In January, the Food and Drug Administration announced pharmacies can get certified to dispense the abortion drug mifepristone. CVS and Walgreens plan to get certified to dispense abortion drugs.

Strader’s lawsuit “is arguing all birth control is abortifacient,” Rebouché said. In previous lawsuits, that argument largely focused on Plan B emergency contraceptive drugs. In the CVS case, however, that argument accounts for “all hormonal pills,” she said.

But it’s another FDA action—the agency’s changing the label to Plan B contraception to “make very clear” the drug isn’t an abortifacient—that Shaina Goodman, director for reproductive health and rights at the National Partnership for Women & Families, said points to a renewed focus on contraceptives in the debate between religious and reproductive rights.

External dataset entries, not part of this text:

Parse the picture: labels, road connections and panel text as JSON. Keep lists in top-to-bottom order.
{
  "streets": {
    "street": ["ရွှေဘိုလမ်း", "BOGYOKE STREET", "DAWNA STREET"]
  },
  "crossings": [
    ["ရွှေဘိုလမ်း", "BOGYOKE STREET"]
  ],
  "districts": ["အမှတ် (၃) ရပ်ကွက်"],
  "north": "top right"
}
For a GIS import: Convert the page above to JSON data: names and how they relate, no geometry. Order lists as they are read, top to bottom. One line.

“Folks on the anti-abortion side are seeing the writing on the wall and what is coming,” she said.

‘No Stone Unturned’

Religious exemptions for certain health services “broadened” under the Trump presidency, Goodman said.

The Trump administration issued a rule allowing the Department of Health and Human Services to strip funds from health-care facilities taking actions against workers who cite moral or religious objections to providing abortion services. Proponents claimed it gave teeth to health-care workers’ rights, while critics claimed it made it easier to restrict abortion access .

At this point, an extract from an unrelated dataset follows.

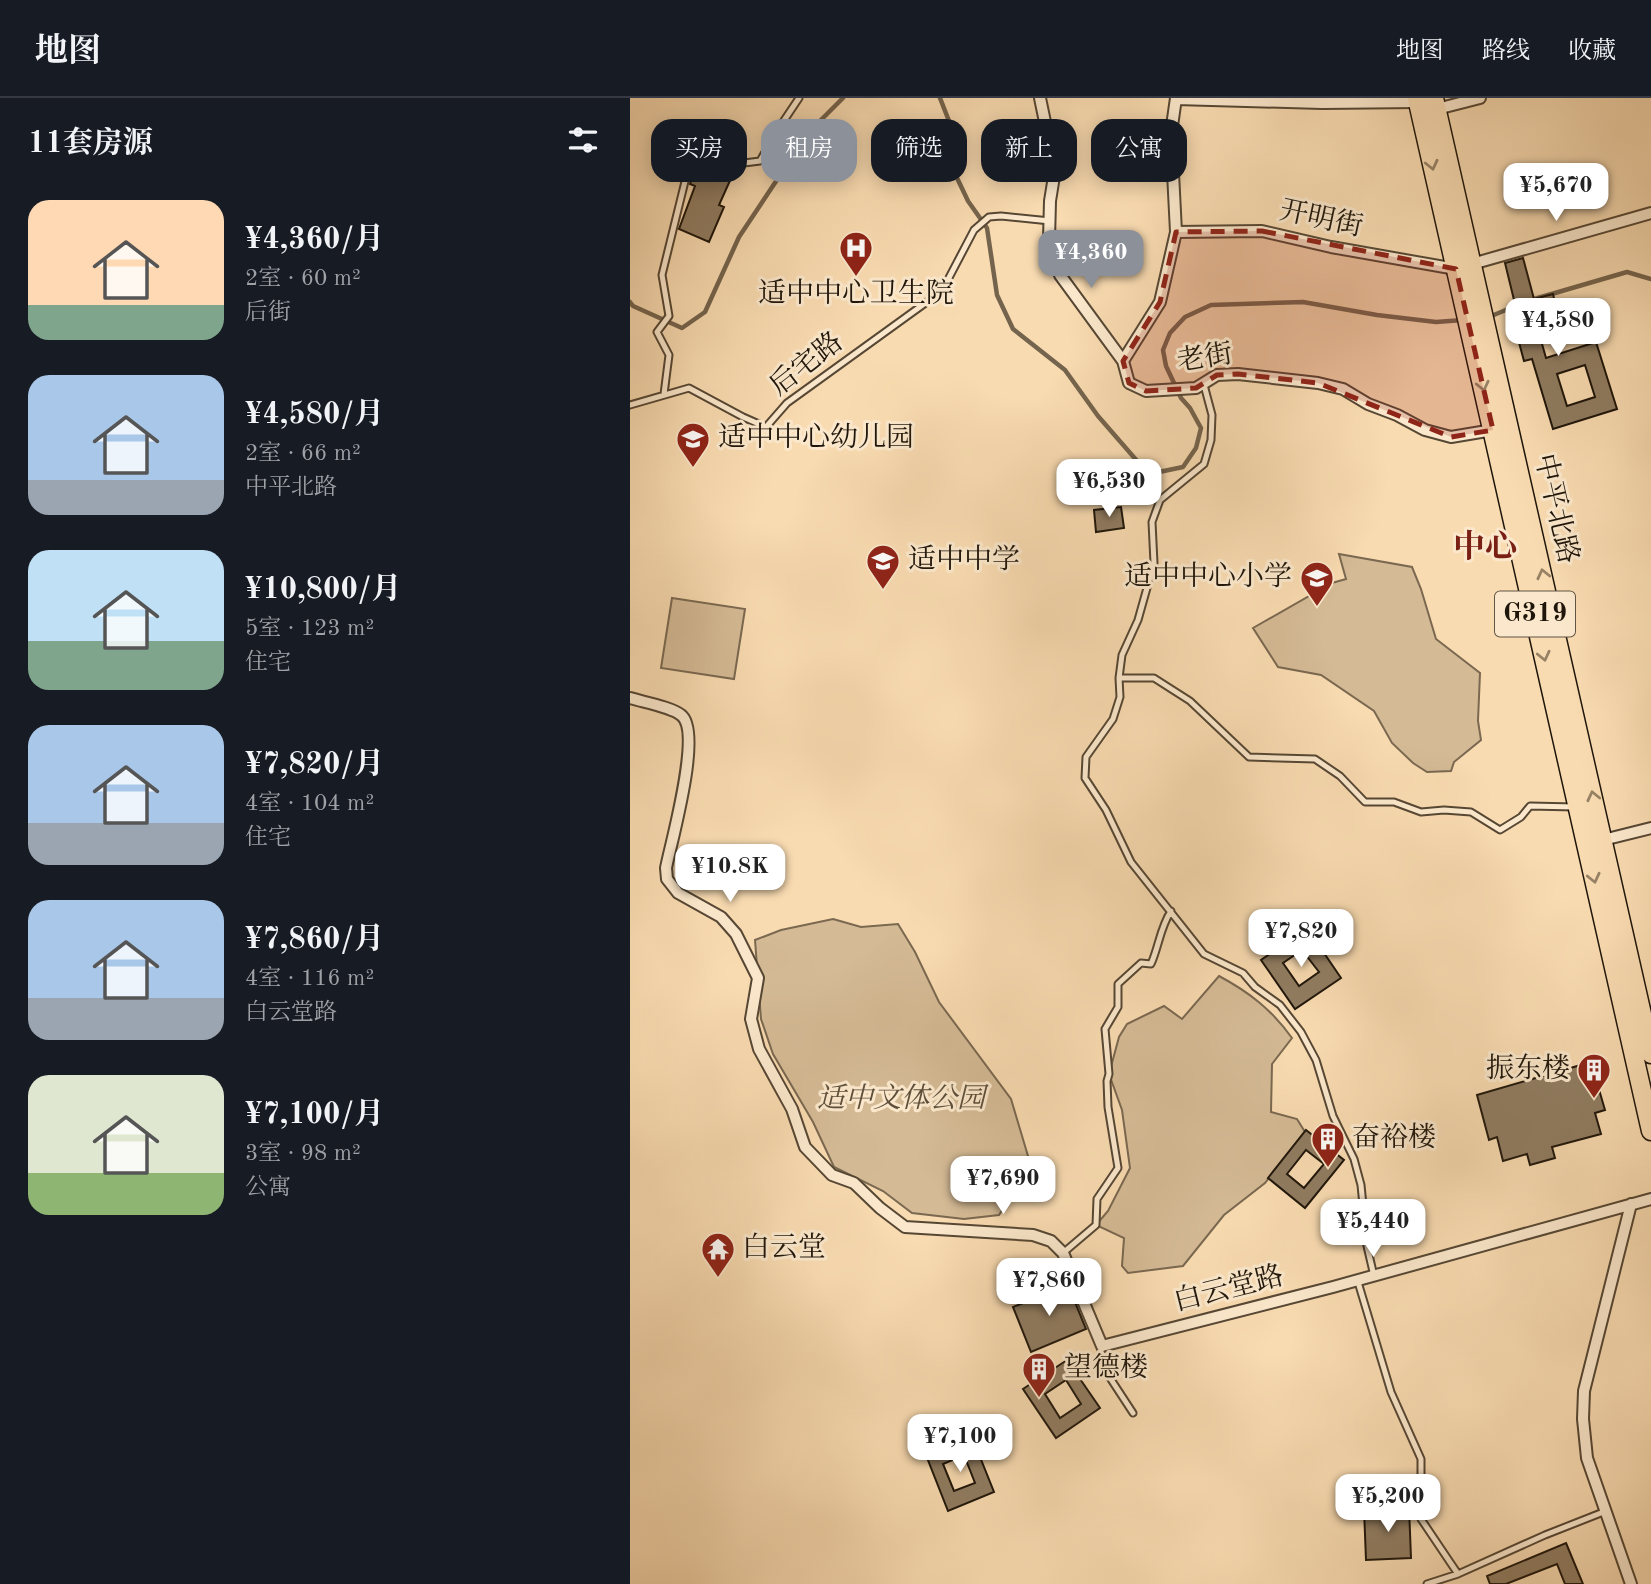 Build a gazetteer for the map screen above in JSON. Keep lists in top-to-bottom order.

In 2022, however, the Biden administration proposed changes to the rule that conservatives say will force health providers to provide services to which they object on religious grounds.

“Ever since the Dobbs decision, the Biden administration has left no stone unturned to try and find a way to go around it, regardless of whether they have the legal authority to do so,” said Roger Severino, former head of Donald Trump’s HHS civil rights office. Now with the Ethics and Public Policy Center, Severino oversaw implementation of the Trump health worker religious objection rule.

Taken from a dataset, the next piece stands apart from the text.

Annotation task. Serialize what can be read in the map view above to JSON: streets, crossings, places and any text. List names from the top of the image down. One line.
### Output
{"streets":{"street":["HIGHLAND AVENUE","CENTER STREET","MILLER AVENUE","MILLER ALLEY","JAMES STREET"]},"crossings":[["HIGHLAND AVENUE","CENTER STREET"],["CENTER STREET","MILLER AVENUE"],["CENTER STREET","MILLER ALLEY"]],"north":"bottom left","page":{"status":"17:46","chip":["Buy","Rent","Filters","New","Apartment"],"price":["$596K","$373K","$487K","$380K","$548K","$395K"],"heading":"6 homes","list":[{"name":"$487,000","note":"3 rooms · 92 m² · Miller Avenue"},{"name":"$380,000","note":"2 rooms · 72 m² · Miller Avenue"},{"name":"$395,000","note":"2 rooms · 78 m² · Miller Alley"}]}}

Strader’s lawsuit comes amid “ a very coordinated strategy by the anti-abortion movement,” Goodman said. And she expects more like it, “not just in reproductive health care but health care writ large.”

“This is a very deliberate strategy to test the boundaries of how far they can go,” Goodman said.

CVS Cases

In 2021, Strader alleged, CVS revoked religious accommodations for employees.

“CVS fired Robyn when she sought the extension of a religious accommodation from prescribing medication she believes could end the development or life of an unborn child—an accommodation CVS had granted for the previous six years,” said Stephanie Taub, senior counsel at First Liberty Institute, a nonprofit religious legal group representing Strader.

A CVS spokesperson said the company has “a well-defined process in place for employees to request and be granted a reasonable accommodation due to their religious beliefs, which in some cases can be an exemption from performing certain job functions. It is not possible, however, to grant an accommodation that exempts an employee from performing the essential functions of their job.”

In a similar case, nurse practitioner Paige Casey sued CVS and its MinuteClinic division for firing her for refusing to provide contraceptives. The company, she claimed, failed to respect her belief that life begins at conception, and that she therefore couldn’t prescribe abortion drugs, a category she claims include hormonal contraceptives. The Alliance Defending Freedom, a Christian legal advocacy group, is representing Casey in her lawsuit.

Suzanne Schuler is also suing CVS for firing her, claiming her “faith prohibits her from providing, prescribing, or facilitating the use of any drug, device, or surgical procedure that can cause abortion—including drugs like certain hormonal contraceptives, Plan B, and Ella.”

“By firing several employees like Robyn because of their religious beliefs, CVS is sending a message that religious health-care workers are not welcome and need not apply,” Taub said.